Banks to intensify credit collection in real estate as demand for credit rises

Banks up credit collection in real estate amid loans appetite. [iStockphoto]

Real estate is one of the sectors banks will target as they intensify their debt recovery efforts, according to details contained in the latest regulator’s report.

The credit recovery efforts come just months as banks also witnessed increased demand  for credit in the quarter ending December 2023.

The latest Credit Officer Survey by the Central Bank of Kenya (CBK) also shows building and construction as another sector that banks will intensify their recovery efforts this quarter. 

The Credit Officer Survey by CBK comes out quarterly and offers perception of banks, through the lenses of their credit officers, on how they perceive credit flow in 11 economic sectors.

These sectors are: real estate; building and construction; manufacturing; mining and quarrying, energy and water; trade; transport and communication; financial services; personal and household; agriculture and ; tourism, restaurant and hotels.

The survey notes that in the fourth quarter of 2023, the perceived demand for credit remained unchanged in seven economic sectors. 

“It increased in four sectors (manufacturing, trade, real estate, and personal and household),” reads the survey in part.  

The survey covered 38 commercial banks and one mortgage finance company.

According to the data, credit demand in real estate increased in the quarter ended December 2023 represented by 48 per cent compared to 42 per cent in the quarter ended September 2023.

“The perceived increased demand for credit in manufacturing, trade, real estate, and personal and household sectors is mainly attributed to
increased working capital requirements,” reads the survey. 

The working capital in real estate can be linked to inflation costs in the industry which have been largely driven by fuel and transport costs, according to the Kenya National Bureau of Standard(KNBS) Construction Input Price Indices. 

KNBS data showed cost of building materials went up 2.02 per cent compared in 2023 compared to previous year where it dropped by 1.47 per cent. 

For building and construction, represented by majority (57 per cent), the respondents noted that credit demand in this sector remained constant in the period. 

When it comes to credit standards - the criteria for approving loans - in the fourth quarter of 2023, this remained the same in nine economic sectors.

“Credit standards for real estate, and Personal and household sectors were tightened,” the survey states. 

The tightening perception in real estate was represented by a majority 50 per cent of respondents.
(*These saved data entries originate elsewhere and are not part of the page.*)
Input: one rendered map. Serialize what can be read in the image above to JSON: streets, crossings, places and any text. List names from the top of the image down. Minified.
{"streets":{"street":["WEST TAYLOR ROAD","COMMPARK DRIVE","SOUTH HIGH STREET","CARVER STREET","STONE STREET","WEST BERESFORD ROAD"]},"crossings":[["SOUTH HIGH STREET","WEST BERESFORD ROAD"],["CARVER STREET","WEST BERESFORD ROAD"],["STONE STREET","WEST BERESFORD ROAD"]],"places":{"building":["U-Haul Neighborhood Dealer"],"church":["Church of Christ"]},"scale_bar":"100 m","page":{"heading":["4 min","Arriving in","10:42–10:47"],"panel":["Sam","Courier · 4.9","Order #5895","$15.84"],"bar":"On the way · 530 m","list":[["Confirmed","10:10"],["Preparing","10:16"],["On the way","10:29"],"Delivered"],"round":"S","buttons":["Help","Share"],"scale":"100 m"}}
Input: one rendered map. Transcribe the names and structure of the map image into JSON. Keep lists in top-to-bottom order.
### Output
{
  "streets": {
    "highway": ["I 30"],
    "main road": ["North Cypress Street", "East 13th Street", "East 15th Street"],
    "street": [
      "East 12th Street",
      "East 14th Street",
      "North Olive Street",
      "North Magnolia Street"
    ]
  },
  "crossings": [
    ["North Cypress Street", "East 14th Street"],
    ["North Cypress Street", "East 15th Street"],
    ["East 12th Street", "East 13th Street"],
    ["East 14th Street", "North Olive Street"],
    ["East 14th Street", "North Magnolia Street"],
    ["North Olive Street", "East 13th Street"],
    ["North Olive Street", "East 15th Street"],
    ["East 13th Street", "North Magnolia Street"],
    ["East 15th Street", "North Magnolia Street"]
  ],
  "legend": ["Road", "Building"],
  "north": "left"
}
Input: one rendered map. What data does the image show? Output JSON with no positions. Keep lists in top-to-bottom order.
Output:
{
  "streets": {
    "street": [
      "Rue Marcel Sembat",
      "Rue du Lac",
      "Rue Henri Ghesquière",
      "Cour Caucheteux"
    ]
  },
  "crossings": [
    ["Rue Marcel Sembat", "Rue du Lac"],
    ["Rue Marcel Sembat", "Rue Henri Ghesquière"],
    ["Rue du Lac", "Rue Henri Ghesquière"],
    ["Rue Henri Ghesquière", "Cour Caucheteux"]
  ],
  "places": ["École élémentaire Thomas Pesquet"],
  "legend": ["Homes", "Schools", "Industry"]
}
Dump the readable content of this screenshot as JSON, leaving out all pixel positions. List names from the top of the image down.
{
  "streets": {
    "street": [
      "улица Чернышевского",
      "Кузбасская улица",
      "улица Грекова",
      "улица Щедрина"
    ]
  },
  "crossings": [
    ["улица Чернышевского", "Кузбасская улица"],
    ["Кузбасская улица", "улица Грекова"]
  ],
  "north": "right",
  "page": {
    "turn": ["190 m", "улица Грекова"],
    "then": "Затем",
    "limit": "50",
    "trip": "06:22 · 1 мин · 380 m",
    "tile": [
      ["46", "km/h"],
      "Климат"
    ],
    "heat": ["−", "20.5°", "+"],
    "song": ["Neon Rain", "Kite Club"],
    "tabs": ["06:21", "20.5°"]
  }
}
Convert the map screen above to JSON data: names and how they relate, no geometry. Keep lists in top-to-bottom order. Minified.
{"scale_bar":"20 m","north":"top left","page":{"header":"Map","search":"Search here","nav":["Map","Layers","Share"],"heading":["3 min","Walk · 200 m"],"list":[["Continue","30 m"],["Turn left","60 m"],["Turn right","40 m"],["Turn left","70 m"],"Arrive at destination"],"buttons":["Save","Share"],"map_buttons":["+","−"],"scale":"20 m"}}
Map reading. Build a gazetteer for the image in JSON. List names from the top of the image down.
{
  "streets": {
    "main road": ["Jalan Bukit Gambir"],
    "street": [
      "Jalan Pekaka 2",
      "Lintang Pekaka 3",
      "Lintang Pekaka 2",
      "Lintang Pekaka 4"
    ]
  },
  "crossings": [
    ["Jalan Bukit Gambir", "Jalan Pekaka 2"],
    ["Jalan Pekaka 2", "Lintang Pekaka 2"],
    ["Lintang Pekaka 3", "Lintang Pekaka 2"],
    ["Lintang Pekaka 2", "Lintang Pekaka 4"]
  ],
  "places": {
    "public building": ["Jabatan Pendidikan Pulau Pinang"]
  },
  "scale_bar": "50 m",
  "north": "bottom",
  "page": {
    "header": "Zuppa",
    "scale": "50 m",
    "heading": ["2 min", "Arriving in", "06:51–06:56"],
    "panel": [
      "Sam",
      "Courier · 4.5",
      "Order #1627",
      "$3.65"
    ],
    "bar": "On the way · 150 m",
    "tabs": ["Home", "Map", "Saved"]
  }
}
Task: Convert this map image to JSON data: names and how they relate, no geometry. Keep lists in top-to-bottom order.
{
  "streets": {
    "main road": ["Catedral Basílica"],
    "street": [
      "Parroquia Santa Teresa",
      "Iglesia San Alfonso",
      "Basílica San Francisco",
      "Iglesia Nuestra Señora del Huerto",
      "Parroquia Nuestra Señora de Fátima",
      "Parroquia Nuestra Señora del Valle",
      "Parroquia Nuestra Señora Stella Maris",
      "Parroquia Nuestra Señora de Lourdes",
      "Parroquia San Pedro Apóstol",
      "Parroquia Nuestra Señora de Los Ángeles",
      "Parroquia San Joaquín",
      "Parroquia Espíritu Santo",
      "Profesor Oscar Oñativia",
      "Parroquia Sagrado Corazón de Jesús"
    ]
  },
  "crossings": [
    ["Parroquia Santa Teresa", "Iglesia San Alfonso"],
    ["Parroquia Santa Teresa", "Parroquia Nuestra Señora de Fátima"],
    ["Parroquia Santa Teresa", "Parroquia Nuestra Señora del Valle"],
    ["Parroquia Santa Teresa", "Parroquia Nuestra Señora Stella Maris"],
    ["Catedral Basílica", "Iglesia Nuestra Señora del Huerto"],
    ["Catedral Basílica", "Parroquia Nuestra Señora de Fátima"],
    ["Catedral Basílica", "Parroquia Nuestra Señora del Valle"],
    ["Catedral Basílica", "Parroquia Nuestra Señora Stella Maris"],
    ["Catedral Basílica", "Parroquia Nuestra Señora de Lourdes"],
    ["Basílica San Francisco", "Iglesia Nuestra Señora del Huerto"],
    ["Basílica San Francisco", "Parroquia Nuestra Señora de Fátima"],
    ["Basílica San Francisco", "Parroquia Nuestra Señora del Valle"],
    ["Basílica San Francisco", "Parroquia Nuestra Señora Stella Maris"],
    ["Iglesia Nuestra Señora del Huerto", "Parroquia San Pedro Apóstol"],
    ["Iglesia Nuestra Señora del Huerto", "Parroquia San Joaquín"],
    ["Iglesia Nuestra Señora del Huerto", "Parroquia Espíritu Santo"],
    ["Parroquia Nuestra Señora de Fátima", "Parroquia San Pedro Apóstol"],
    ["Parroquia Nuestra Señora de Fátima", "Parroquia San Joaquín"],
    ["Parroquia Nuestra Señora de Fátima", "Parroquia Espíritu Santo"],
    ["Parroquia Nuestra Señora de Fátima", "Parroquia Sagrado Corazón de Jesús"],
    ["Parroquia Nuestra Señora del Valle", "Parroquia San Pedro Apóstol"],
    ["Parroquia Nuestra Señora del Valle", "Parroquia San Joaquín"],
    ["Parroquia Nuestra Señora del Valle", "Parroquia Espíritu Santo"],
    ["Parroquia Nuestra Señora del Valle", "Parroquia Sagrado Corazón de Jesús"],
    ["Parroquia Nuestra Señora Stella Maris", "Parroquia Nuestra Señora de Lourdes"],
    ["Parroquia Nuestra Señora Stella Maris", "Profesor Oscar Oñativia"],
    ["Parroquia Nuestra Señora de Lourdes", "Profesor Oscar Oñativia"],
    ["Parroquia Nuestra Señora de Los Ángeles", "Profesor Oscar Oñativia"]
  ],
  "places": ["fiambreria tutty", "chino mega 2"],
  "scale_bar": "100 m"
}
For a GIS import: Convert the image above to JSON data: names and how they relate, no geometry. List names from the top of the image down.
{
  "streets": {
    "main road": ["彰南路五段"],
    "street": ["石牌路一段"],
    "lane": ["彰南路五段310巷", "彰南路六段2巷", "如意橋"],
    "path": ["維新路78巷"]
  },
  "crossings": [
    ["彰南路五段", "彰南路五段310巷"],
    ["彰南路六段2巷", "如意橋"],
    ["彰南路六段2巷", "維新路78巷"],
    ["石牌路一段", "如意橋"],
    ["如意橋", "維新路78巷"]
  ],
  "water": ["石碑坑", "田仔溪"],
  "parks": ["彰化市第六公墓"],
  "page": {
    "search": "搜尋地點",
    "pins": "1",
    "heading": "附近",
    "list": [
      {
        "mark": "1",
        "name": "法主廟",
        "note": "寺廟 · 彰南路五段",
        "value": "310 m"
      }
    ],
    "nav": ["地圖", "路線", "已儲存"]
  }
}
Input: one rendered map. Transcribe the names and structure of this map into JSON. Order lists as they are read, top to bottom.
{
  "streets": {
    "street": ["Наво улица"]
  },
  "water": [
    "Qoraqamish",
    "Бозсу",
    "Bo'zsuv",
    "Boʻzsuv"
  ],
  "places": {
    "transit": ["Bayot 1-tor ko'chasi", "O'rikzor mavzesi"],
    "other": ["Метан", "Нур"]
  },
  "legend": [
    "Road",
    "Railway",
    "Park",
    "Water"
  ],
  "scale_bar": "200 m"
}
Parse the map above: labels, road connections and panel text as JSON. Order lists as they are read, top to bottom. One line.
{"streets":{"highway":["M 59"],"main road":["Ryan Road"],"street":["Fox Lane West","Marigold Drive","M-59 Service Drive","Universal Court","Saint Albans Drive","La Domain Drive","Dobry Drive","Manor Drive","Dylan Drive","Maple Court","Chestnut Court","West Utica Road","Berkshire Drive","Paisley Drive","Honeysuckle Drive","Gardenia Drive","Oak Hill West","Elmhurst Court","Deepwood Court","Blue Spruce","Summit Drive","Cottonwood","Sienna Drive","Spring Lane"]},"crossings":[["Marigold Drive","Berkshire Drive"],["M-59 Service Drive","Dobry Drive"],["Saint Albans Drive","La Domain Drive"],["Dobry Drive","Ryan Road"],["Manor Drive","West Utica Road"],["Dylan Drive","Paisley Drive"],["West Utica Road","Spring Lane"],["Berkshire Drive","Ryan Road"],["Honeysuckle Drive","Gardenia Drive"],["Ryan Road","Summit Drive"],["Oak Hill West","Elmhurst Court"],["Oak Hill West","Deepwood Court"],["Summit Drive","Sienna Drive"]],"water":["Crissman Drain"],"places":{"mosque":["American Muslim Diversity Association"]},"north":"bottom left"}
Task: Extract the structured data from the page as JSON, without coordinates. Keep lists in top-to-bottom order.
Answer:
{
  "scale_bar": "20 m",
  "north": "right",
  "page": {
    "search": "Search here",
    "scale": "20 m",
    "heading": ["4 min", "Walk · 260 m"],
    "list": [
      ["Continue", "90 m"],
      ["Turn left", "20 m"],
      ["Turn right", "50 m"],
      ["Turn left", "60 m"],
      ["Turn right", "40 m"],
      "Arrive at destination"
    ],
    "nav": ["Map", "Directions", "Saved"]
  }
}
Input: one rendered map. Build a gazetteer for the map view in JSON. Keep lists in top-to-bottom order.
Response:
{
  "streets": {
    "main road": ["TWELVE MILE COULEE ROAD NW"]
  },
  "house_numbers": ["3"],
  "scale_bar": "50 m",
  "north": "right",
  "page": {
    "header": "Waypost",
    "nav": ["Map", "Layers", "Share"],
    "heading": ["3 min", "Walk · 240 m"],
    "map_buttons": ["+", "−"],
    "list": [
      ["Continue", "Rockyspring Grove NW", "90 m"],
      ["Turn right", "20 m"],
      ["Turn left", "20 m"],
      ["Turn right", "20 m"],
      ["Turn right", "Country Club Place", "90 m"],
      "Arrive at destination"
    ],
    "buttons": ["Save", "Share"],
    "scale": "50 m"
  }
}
Building and construction has 49 per cent who spoke of tightening and another 49 per cent whose perception was that the credit standards remained the same. 

The tightening of credit standards has also informed increased recovery efforts from real estate as documented in the survey. 

For the quarter ended March 31, 2024, the CBK document says, banks expect to intensify their credit recovery efforts in eight economic sectors and retain them in three sectors (mining and quarrying, energy and water, and financial services). 

“The intensified recovery efforts are aimed at improving the overall quality of the asset portfolio,” the survey states.

“The main sectors that banks intend to intensify credit recovery efforts are: personal and household; trade, real estate; building and construction and;  manufacturing.”

Intensified recovery efforts in real estate sector represented by 76 per cent of respondents in the latest survey is a continuation of the situation in the previous quarter ended September 2023 where the figure stood at 73 per cent. 

Despite the tightening of credit standards and increased efforts to recover loans, the real estate is not among the sectors that banks expect a major increase in the level of Non Performing Loans (NPLs).

“Respondents indicated that the level of NPLs is expected to remain constant in nine economic sectors and increase in personal and household; and trade sectors,” the survey states.

It adds: “This is in tandem with expected increase in demand for credit in these sectors.”

According to the survey, the percentage of credit officers who expect NPLs in the in real estate to increase went up slightly to 34 per cent in the quarter ended December 2023 compared to 24 in the previous quarter ended September 2023.